My second documentary, This Obedience, became my first taste of this. The film, which follows a Midwestern lesbian Lutheran pastor whose ordination broke the rules of the church, completely paid for itself in distribution without ever being picked up by a traditional distributor or studio. The film had a robust festival tour and was broadcast on PBS affiliates throughout the U.S. (through American Public Television) and Canada (on OutTV), but that’s not where our money came from. We made back our six-figure production budget primarily through grassroots screenings, a college/seminary tour and individual DVD sales through our Website. The key was that we found our audience through relationships with nonprofits and a network of sassy Lutherans that desperately wanted to support the project and raise awareness about an issue.
The key is to get the topic to those who are connected to the topic. When a film truly breaks out, and becomes more widely popular, it can often be because a context around it changes. Why did “Man on Wire” do so well? It’s good, to be sure, but there’s also something more, a kind of nostalgia-creep about the Twin Towers that was the wave on which the film rode. “Anvil! The Story of Anvil” did enjoy a Sundance premiere, but had so little luck from there the filmmakers went to self distribution before a word-of-mouth campaign helped magically put it on the map.

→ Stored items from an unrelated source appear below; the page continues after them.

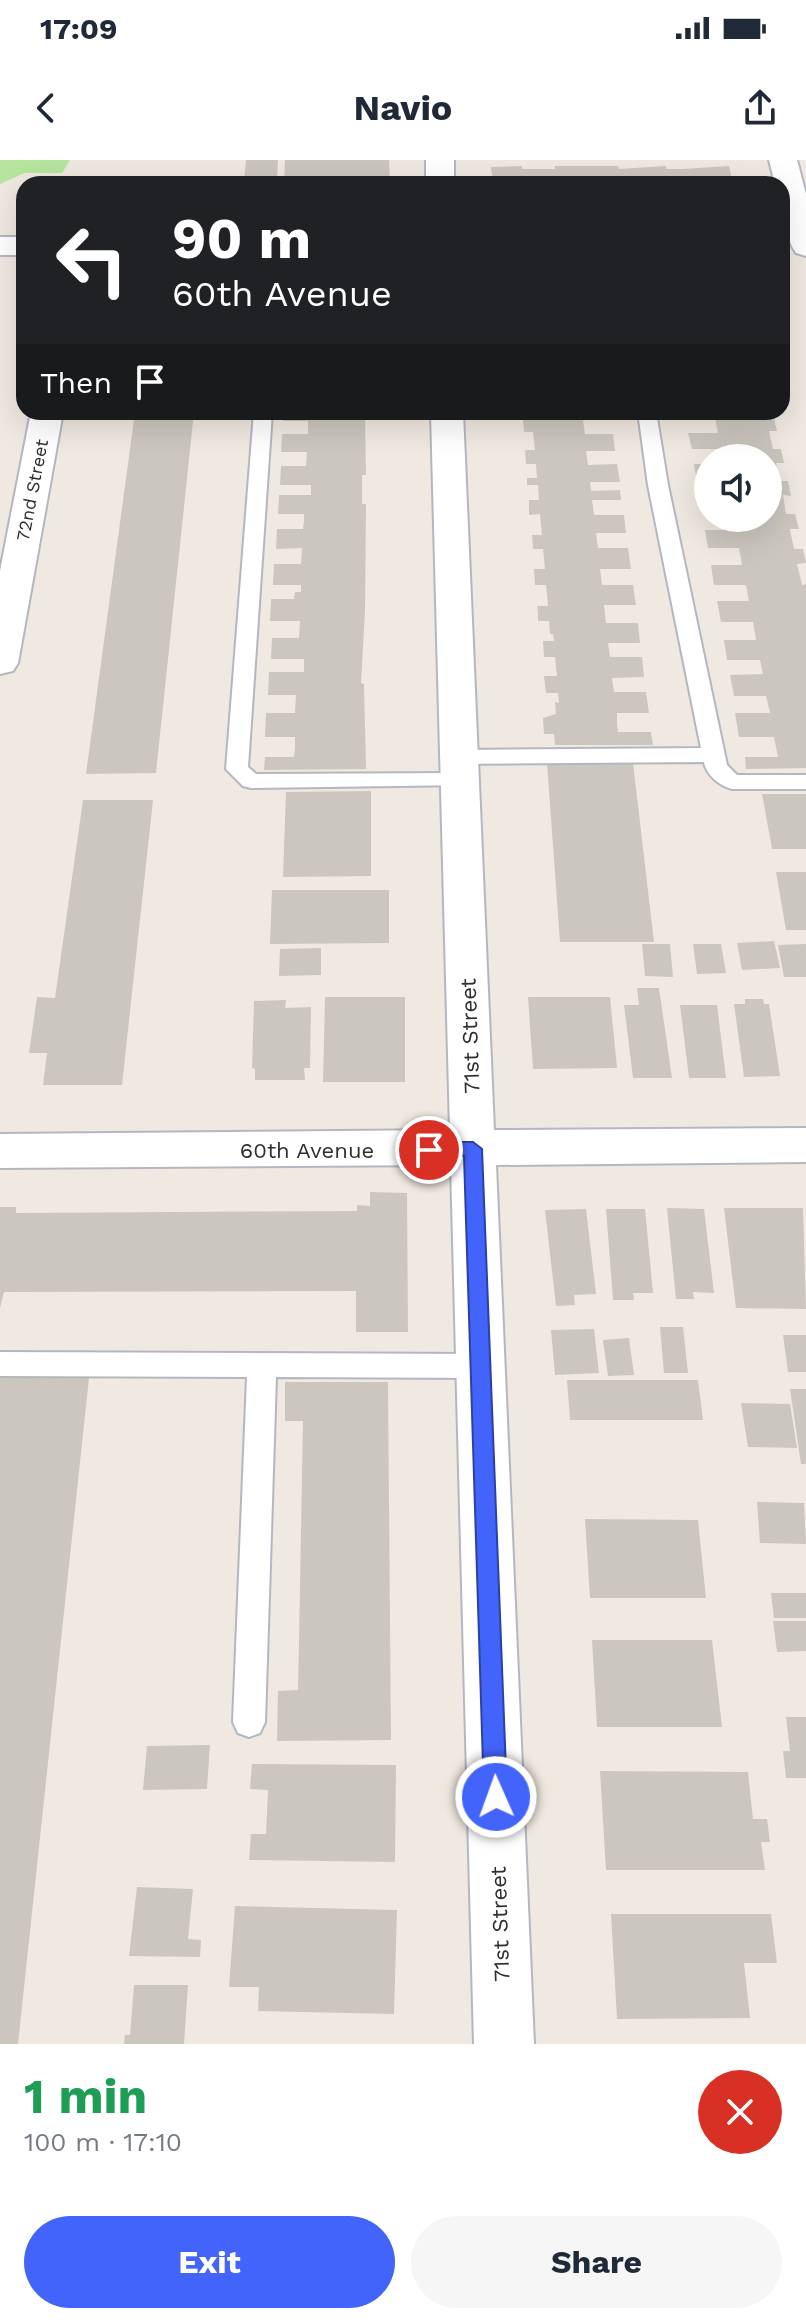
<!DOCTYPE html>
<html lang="en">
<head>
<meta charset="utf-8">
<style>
	body { margin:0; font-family:"Work Sans",sans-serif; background:#f6f6f7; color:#1f2937; height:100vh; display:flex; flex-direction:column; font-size:30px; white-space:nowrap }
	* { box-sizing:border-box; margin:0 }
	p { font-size:26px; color:#747a83 }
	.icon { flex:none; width:44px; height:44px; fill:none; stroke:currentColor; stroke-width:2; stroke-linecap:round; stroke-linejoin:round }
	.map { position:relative; height:1884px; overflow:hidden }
	.sheet { display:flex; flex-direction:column; background:#fff; flex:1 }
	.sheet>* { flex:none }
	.guide { position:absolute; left:16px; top:16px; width:774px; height:244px; border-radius:24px; box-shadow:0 8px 32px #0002; background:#202124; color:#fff; overflow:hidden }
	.fabs { position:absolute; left:694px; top:284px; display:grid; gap:16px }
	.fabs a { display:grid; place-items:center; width:88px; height:88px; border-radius:50%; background:#fff; box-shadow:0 8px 32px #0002; font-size:40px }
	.pin { position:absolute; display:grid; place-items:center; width:68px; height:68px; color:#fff; margin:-34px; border:4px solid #fff; border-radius:50%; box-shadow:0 2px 8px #0007 }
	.me { position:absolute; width:88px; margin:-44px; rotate:358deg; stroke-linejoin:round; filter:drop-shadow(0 0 6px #0008) }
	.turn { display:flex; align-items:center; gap:28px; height:168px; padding:0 24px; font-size:36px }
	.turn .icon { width:104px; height:104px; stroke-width:2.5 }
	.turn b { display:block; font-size:56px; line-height:68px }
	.then { display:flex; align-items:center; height:76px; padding:0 24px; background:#0003; gap:16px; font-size:30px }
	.round { display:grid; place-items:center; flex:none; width:84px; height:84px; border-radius:42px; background:#f6f6f7 }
	.summary { display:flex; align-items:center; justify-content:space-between; height:136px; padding:0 24px }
	h1 { font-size:48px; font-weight:700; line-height:60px; color:#1e9e55 }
	.primary-button { display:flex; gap:16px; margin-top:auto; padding:16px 24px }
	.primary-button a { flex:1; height:92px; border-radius:48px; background:#4264fb; color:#fff; font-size:32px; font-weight:700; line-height:92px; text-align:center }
	.primary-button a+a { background:#f6f6f7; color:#1f2937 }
	.status { display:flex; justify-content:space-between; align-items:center; height:56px; padding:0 40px; background:#fff; direction:ltr }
	.status svg { height:22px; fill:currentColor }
	header { display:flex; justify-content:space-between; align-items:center; height:104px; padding:0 24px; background:#fff; font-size:36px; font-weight:700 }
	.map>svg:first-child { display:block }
	.green { fill:#b6e59e }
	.building { fill:#cbc7bf }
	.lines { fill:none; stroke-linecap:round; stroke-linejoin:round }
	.lane-casing { stroke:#b4b7c1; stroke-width:4 }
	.street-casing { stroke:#b4b7c1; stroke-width:4 }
	.lane { fill:#fff; fill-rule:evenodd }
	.street { fill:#fff; fill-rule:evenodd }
	.route { fill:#4264fb; stroke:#2b41a3; stroke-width:2 }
	.labels { text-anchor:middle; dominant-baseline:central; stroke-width:6; stroke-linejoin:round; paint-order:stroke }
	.far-street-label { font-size:18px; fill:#2e2e2e; stroke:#fff }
	.street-label { font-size:22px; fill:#2e2e2e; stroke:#fff }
</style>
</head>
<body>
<div class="status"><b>17:09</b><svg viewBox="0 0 49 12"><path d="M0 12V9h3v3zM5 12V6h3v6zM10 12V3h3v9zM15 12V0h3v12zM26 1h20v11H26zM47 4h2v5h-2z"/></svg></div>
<header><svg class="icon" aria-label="back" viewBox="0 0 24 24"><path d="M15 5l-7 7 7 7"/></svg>Navio<svg class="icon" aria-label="share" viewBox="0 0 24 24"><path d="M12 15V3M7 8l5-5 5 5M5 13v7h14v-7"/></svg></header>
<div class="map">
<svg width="806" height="1884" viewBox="0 0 806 1884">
	<rect width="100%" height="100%" fill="#efe9e1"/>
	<path class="green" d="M0,0h70l-8,13h-38l-24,11z"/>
	<path class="building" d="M246,0h32l-1,20h-33z
		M285,0h104l1,24h-106z
		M522,6v3h33v-3h63l1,3 47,-3v3h16l47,-3 4,18h-240l-2,-17z
		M135,252h59l-38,361 -70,1z
		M284,252h81l1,63h-4v29h4l-1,107 -4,72 3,1 2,85 -102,1 1,-13h29l1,-10v-10h-30l1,-24h29l1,-18h-28l1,-23h35v-13h-33l1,-21h27l1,-17h-30l1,-22h23l1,-7h6v-7h-28l1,-21h27l1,-16 -26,1 1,-20h26l1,-8v-7h-26l1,-19h32v-10h-31l1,-19h25l1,-14h-26l1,-18h26v-13h-25z
		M532,252h79l1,8h-29l2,14h28l2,17h-29l2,14 29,-1 3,18h-30l1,9 29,-1 1,10h-29l1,7 1,8h30l2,18h-30l2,15h30l3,21h-31l2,16h31l3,20h-32l2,18h32l2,20h-32l2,14h32l2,20 -32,1 2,14h32l3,21h-32v10l1,9h33l2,13h-98l-1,-11h-10l-1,-16 13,-4 -1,-12 4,1 -1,-10h-12l-2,-17h13l-2,-19h-11l-1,-16h11l-1,-7h-3l-1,-13h-11v-8l-1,-7h11l-2,-21h-11l-1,-16h11l-2,-20h-10l-1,-14h10l-2,-21 -11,1v-15h10l-1,-15h-11v-7h10l-1,-14h-10l-1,-14h10l-2,-18h-9l-1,-12h9z
		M685,252h80l1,6h8l3,13h-8l4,18h8l3,14h-8l3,18h9l3,15 -8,-1 3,19h9l4,15h-9l2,11 2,9h9l3,14 -9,1 5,21 4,-1v184l-60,1 -1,-12h33l-4,-20h-35l-4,-24h35l-4,-17h-32l-4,-21 33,-1 -3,-14h-33l-3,-20h32l-3,-18h-32l-4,-21h32l-3,-16h-32l-3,-20h31l-3,-17h-31l-3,-18h31l-2,-12h34v-60h-46l-1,-9h-29l-4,-16h30l-3,-15h-29z
		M694,304h14v17h-11z
		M547,603h86l21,179h-94z
		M371,631v85l-88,1 3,-85z
		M762,634h44v55h-34z
		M83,640h70l-31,285h-79l4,-32h-18l8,-56 18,1z
		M776,712h30v58h-20z
		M272,730h117v53l-119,1z
		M774,781l6,27 -38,2 -5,-27z
		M642,784h28l3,33 -28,-1z
		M693,784h28l5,29 -29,1z
		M806,784v33h-22l-6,-32z
		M321,788v27l-42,1 1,-27z
		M637,828h22l13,90h-39l-9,-73h15z
		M325,837h80v85h-82z
		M528,837h82l7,71 -84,1z
		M745,839h18l1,5h5l11,72 -36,1 -10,-73h11z
		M286,840l-1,8 26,-1 -1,61h-6l1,12h-50v-11l-3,-1 2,-67z
		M680,845h37l9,73h-37z
		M370,1032l37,1 1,139h-52v-41l-352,1 -4,16v-101h16v6l341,-2v-6l13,1z
		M667,1048l37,1 10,84 -21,-1 1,7h-18z
		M724,1048h79l3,101 -70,-1z
		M586,1049l10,85 -22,1 1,10 -19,1 -11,-96z
		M606,1049h39l8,84h-20l1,7h-21z
		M660,1167h23l5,46h-24z
		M594,1169l5,44 -44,2 -4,-45z
		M783,1175h23v37h-18z
		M629,1178l5,37 -26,1 -5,-36z
		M0,1218h89l-71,666h-18z
		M567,1220h131l5,40h-133z
		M285,1222h103l3,358 -114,1 1,-50 20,-1 1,-48 4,-221h-18z
		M790,1229h16v75h-5z
		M741,1243l49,1 7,44 -49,-1z
		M757,1342l47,1 2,41 -46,-1z
		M585,1359l113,1 8,78h-116z
		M771,1433h35v25h-32z
		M773,1461h33v30l-29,1z
		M592,1480h120l10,87h-125z
		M786,1557h20v61h-20l-3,-27h7z
		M210,1585l-3,44 -64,1 4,-44z
		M252,1604l144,1 -1,97 -146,-2 2,-26h15l2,-44 -18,-1z
		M600,1611l148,1 5,47h14l3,23h-9l4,28h-159z
		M137,1727l56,2 -5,50 13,1 -1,17 -71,-1z
		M235,1746l162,4 -3,104 -136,-3 1,-24h-30z
		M611,1754h160l6,49h-33l6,55 -133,1z
		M134,1825h54l-4,59h-60l1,-9h5z"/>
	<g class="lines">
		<defs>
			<path id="lane" d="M254,252h18l-24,355 8,7 204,-1 8,2 3,5 -3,5 -217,3 -8,-2 -17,-17z
				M638,252h18l12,73 59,280 10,10h69v14h-74c-12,-3 -26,-14 -28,-27l-244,2 -8,-2 -3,-5 3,-5 8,-2 241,-2 -53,-263z
				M0,1192l482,2 10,4 4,8 -4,8 -10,4 -206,-1 -11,345 -5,11 -11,4 -11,-4 -5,-11 14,-345 -247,-1z"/>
			<path id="street" d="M426,0h28v24h-28z
				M769,0h28l9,34v62l-10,-3c-13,-19 -14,-47 -14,-69h-7z
				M0,77h24v18h-24z
				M31,252h32l-45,251 -5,8 -13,3v-103z
				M431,252h32l31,718 312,-2v34l-310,3 38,879h-60l-23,-879 -451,3v-34l450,-4z"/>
		</defs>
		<use href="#lane" class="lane-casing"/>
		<use href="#street" class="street-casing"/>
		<use href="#lane" class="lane"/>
		<use href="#street" class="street"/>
	</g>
	<path class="route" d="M429,982h44l9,7 25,648 -3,8 -8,4 -9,-4 -3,-8 -20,-641 -42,-1 -2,-5 2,-5z"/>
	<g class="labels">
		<g class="far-street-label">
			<text transform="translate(32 330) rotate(-79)">72nd Street</text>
		</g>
		<g class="street-label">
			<text transform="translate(470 876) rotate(-92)">71st Street</text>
			<text x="307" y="990">60th Avenue</text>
			<text transform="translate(500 1764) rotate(-92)">71st Street</text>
		</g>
	</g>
</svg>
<div class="fabs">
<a><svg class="icon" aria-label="sound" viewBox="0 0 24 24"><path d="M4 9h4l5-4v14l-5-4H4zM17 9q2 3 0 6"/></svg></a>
</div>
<div class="pin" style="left:429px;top:990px;background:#d93025"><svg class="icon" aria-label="arrive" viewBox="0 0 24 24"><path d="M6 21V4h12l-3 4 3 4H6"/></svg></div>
<svg class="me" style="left:496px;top:1637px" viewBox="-20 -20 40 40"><circle r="17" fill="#4264fb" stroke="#fff" stroke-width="3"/><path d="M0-11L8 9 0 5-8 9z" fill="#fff"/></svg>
<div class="guide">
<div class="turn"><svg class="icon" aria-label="left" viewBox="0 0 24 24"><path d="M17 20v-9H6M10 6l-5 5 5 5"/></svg><div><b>90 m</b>60th Avenue</div></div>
<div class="then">Then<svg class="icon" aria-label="arrive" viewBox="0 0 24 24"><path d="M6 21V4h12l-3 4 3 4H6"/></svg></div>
</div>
</div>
<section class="sheet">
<div class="summary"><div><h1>1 min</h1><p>100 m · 17:10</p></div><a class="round" style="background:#d93025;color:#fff"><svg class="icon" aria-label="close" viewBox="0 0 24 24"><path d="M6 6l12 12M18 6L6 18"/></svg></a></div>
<div class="primary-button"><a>Exit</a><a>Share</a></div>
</section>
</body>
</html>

If you can’t have the magic, at least make your money back, and if you can’t appeal to everyone, remember most topics have a core base of interest distributors have little interest in trying to dig for.
My dream is to be a working moviemaker who has creative control of her work and, through the support of an enthusiastic community, developing and maintaining an audience that helps me continue to do so. That’s not too shabby.